“要我说,这种问题其实是没有多少意义的,”雪之下阳乃摇了摇头,只是说,“如果真的有人能修改你的记忆而不被发现,那他能修改第一次,就能修改第二次,所以无论如何你都会落入到他的魔爪之中,既然如此,反抗又有什么意义呢?”
“这是经验之谈吗?”
平冢静发现自己的语气前所未见的刻薄起来。
雪之下阳乃却只是不以为意,说:“真要说的话,其实你最好还是像桐须老师她们那样直接去信教比较好,这是个一劳永逸的办法,不过我想你不会接受才是。”

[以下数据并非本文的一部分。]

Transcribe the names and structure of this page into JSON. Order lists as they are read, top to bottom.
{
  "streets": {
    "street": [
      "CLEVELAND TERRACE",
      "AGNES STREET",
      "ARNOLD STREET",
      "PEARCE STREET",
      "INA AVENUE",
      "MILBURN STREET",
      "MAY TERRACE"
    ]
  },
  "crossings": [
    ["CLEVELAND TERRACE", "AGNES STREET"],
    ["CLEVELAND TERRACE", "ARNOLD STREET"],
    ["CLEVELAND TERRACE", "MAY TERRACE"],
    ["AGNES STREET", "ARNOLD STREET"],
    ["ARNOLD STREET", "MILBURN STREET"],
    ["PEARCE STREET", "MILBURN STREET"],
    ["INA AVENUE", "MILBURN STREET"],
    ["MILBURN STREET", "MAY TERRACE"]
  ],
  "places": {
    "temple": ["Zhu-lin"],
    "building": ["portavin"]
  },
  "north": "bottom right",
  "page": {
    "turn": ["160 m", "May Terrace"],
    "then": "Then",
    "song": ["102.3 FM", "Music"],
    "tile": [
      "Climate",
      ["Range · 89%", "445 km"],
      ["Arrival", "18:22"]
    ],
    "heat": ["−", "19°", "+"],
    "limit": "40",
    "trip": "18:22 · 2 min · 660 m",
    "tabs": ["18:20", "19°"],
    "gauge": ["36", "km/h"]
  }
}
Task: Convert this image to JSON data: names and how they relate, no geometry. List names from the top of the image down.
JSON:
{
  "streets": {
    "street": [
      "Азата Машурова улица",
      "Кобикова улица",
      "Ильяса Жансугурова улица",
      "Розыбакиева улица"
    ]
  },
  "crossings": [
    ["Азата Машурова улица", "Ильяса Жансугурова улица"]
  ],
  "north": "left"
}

尽管平冢静发现她们两个人之间的立场在这时候彻底翻转了过来,就好像自己变成了迷失在人生道路上的羔羊,而雪之下阳乃变成了指引她人生道路的导师,但她却没有感到有什么不对的地方,虽然从根本上来说,雪之下阳乃的能力来源于令无疾,而令无疾正是造成她惶惑不安的现状的罪魁祸首,但人的心理是一个非常奇怪的机制,在这种时候,她宁愿相信境界低微的雪之下阳乃,也不愿意相信境界高远的令无疾。
即便令无疾所给出的建议确实可行。
而且还有桐须真冬的前例。
但她就是对令无疾心有疑虑,久久不能释怀。
她也知道令无疾的本性并不能说坏到哪里去。
更不必说眼前的雪之下阳乃跟他之间的关系已经近乎密不可分。
“只是别的法术上的东西小静你未必听得懂,就算你听得懂也未必会用……”
“你的意思是说,真的存在某种方法可以检查出来?”
平冢静就问。
“确实有,”雪之下阳乃在成就先天之后就转了方向,她清楚地知道自己并不是那种天赋高到可以在二十年内逼近大宗师的境界的人,相较之下,转换到法术方面的成就说不定要更高,而且还更方便,毕竟令无疾就是天幕结界的掌控者,“不过那是在修士的道路上有所成就的人才能做到的事情,而不是像你这样的武人能做到的事情,而武人想要堪破幻术对感官的干扰,澄清心志,只有一种办法。”
“什么办法?”
“成就先天,凝聚出武道真意。”
“似乎……”
平冢静完全没想到事情居然会这么简单。
“或许对于现在来说确实也说得上简单,毕竟再怎么说都是有指望的。”
雪之下阳乃这时候也不免为自己的数据作为原始样本而感到些许的自豪。
“可这样的话……”
平冢静这时候却又心有疑虑地说,然后想到了什么,顿时就闭口不言。
“怎么了?”
“不,没什么。”
“你这分明就是有什么。”
平冢静无奈之下,就说:“我只是忽然想到,令无疾为什么不给桐须推荐这个办法……”
“然后你就想到,她一开始根本就不愿意去玩那个游戏?”
平冢静点了点头,又叹了口气,说:“不过真的如你所说,那个可疑的宗教具备神秘侧的能力的话,那就说明令无疾的做法完全就是……”
她一时间想不到合适的形容词。
“掩耳盗铃?”
反而是雪之下阳乃帮她补充。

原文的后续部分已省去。